第43章 裏切りの擬装
黒田「大分、体幹と蹴り上げる時の軸がブレなくなってきたな。」
椛「…そうですか!?
それは嬉しいですっ!」
黒田「椛さん的にはどう思う?」
椛「そうですね…
最初のころは翌日の筋肉痛が酷かったですが、最近は筋肉痛ならなくなってきました!」
黒田「それは上々だな。」
息が上がりながらも、黒田の言葉に返事を返す椛。
ここは警察庁のとある一室。
格闘技や体術を練習する練習場だ。
射撃の練習の後、体術を身に着けるために、黒田から稽古をつけてもらうようになった。
ただでさえ二人には対格差がある上に、裏の管理官にまで上り詰めた黒田の実力は、当然のように武道特練員並みだ。
公安の元潜入捜査官の経歴は伊達じゃない。
足技と基本的な体術を中心に指導してもらっているが、未だ黒田を投げ飛ばすことは出来ていない。

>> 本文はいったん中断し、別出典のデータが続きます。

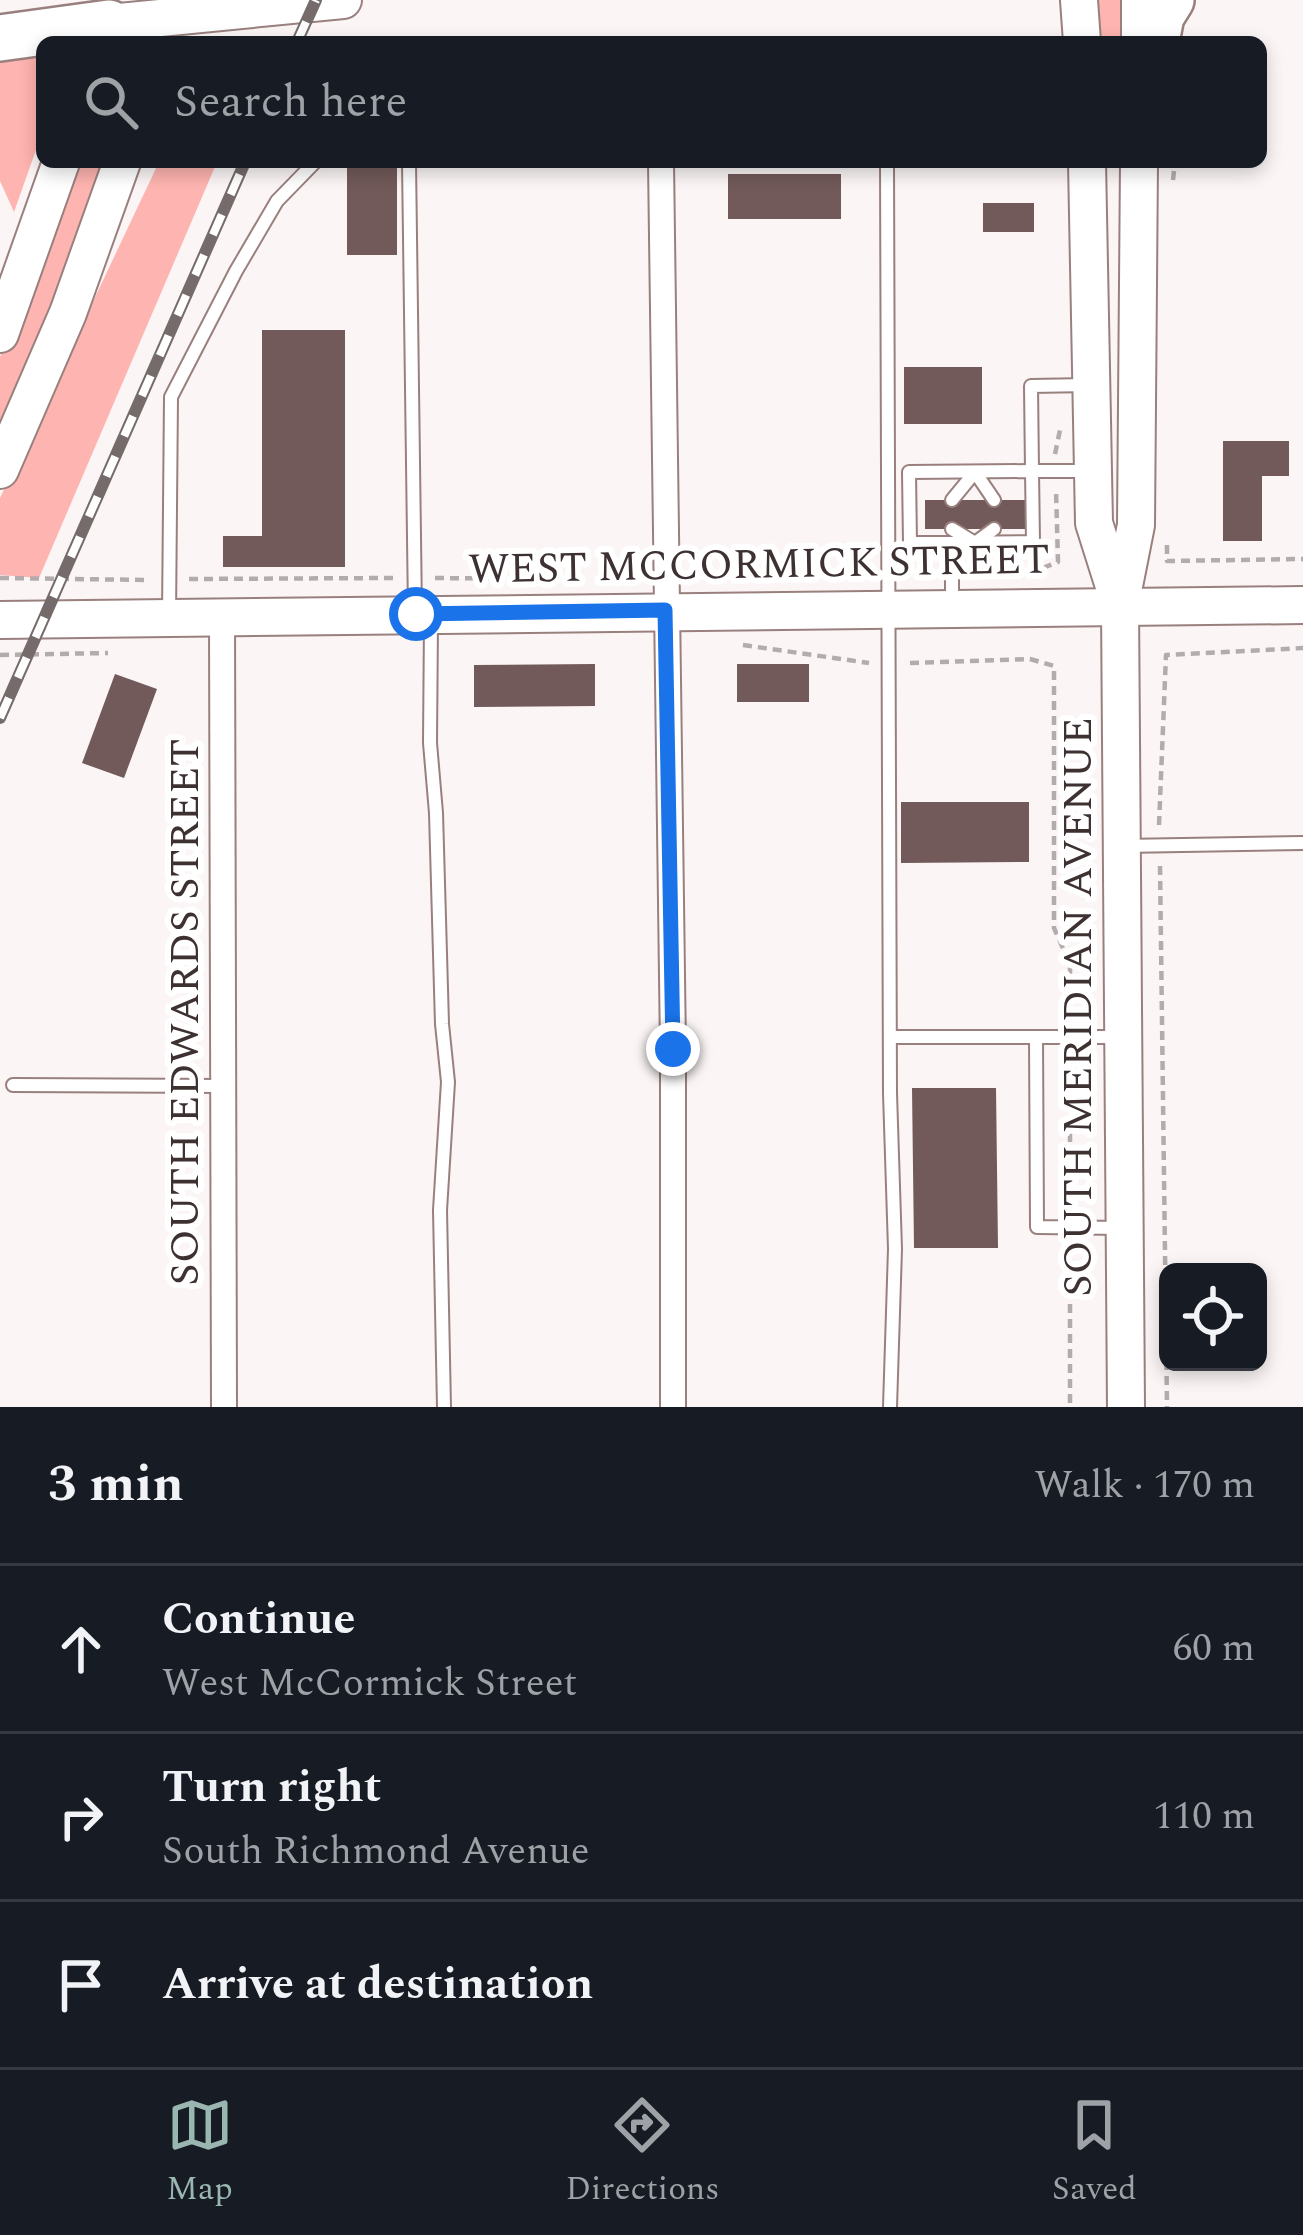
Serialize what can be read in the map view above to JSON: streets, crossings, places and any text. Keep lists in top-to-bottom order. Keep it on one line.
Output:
{"streets":{"main road":["WEST MCCORMICK STREET","SOUTH MERIDIAN AVENUE"],"street":["SOUTH EDWARDS STREET"]},"crossings":[["WEST MCCORMICK STREET","SOUTH MERIDIAN AVENUE"],["WEST MCCORMICK STREET","SOUTH EDWARDS STREET"]],"page":{"search":"Search here","heading":["3 min","Walk · 170 m"],"list":[["Continue","West McCormick Street","60 m"],["Turn right","South Richmond Avenue","110 m"],"Arrive at destination"],"nav":["Map","Directions","Saved"]}}
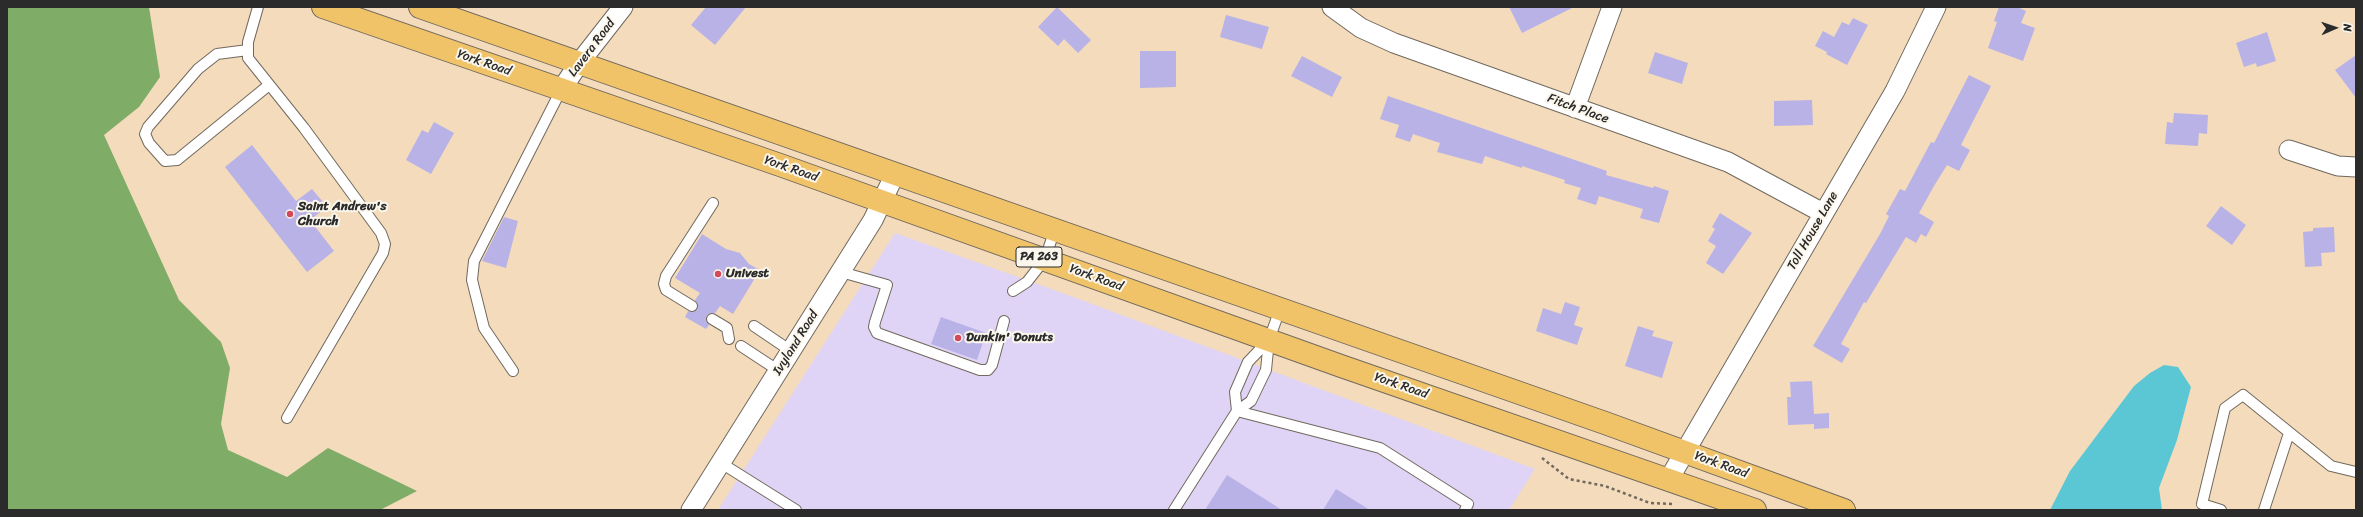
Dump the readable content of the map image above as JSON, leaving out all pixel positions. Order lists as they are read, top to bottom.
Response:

椛(すぐには無理でも、いつか黒田さんを投げ飛ばせる様になりたいな〜…
流石に目標高く設定しすぎかしら…w)
今日の訓練が無事終わって、着替えに向かおうと額の汗を拭く。
隣では、ペットボトルの水を、男らしくゴクゴクと音を立てて飲み上げる黒田。
黒田「……ふむ。」
ペットボトルを下ろした黒田が、椛の方へと視線を向ける。